§ **BRIEF**: Would you write out the listing verbatim and skip every picture in it?

§ **RECORDS SHOWN**:
......
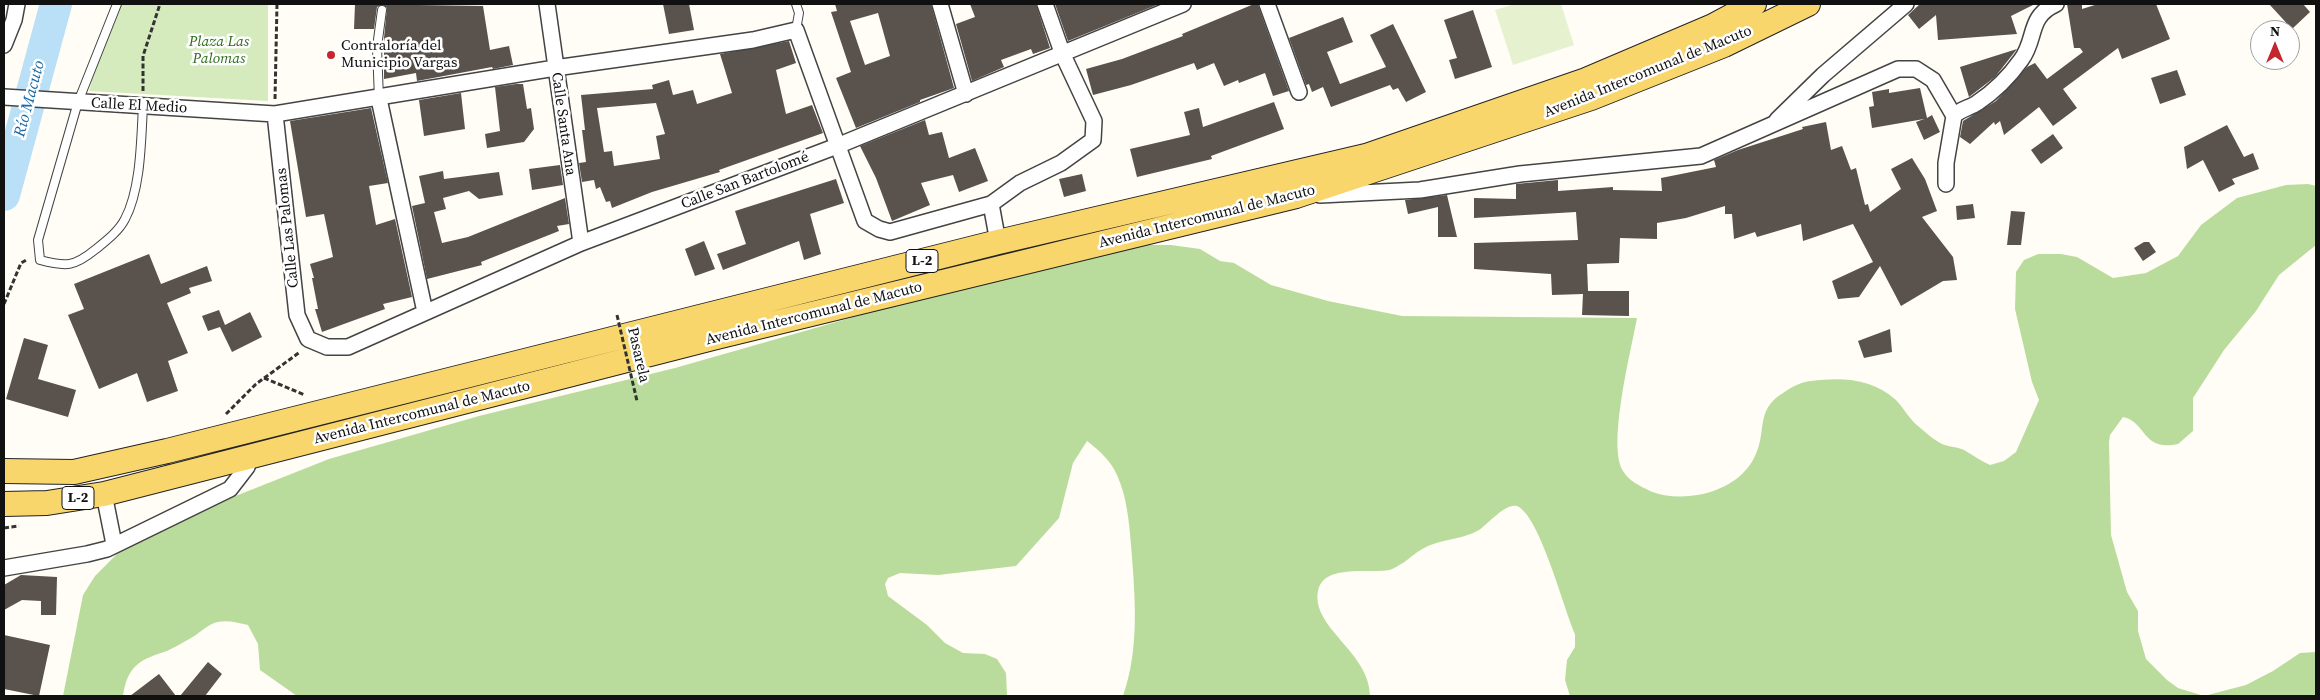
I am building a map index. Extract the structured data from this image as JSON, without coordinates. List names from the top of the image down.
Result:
{
  "streets": {
    "main road": ["Avenida Intercomunal de Macuto", "L-2"],
    "street": [
      "Calle El Medio",
      "Calle Santa Ana",
      "Calle San Bartolomé",
      "Calle Las Palomas"
    ],
    "path": ["Pasarela"]
  },
  "crossings": [
    ["Calle El Medio", "Calle Santa Ana"],
    ["Calle El Medio", "Calle Las Palomas"],
    ["Calle Santa Ana", "Calle San Bartolomé"],
    ["Calle San Bartolomé", "Calle Las Palomas"]
  ],
  "water": ["Río Macuto"],
  "parks": ["Plaza Las Palomas"],
  "places": ["Contraloría del Municipio Vargas"],
  "north": "top"
}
......
§ **EXERCISE RESULT**:
I am building a map index. Extract the structured data from this image as JSON, without coordinates. List names from the top of the image down.
Result:
{
  "streets": {
    "main road": ["Avenida Intercomunal de Macuto", "L-2"],
    "street": [
      "Calle El Medio",
      "Calle Santa Ana",
      "Calle San Bartolomé",
      "Calle Las Palomas"
    ],
    "path": ["Pasarela"]
  },
  "crossings": [
    ["Calle El Medio", "Calle Santa Ana"],
    ["Calle El Medio", "Calle Las Palomas"],
    ["Calle Santa Ana", "Calle San Bartolomé"],
    ["Calle San Bartolomé", "Calle Las Palomas"]
  ],
  "water": ["Río Macuto"],
  "parks": ["Plaza Las Palomas"],
  "places": ["Contraloría del Municipio Vargas"],
  "north": "top"
}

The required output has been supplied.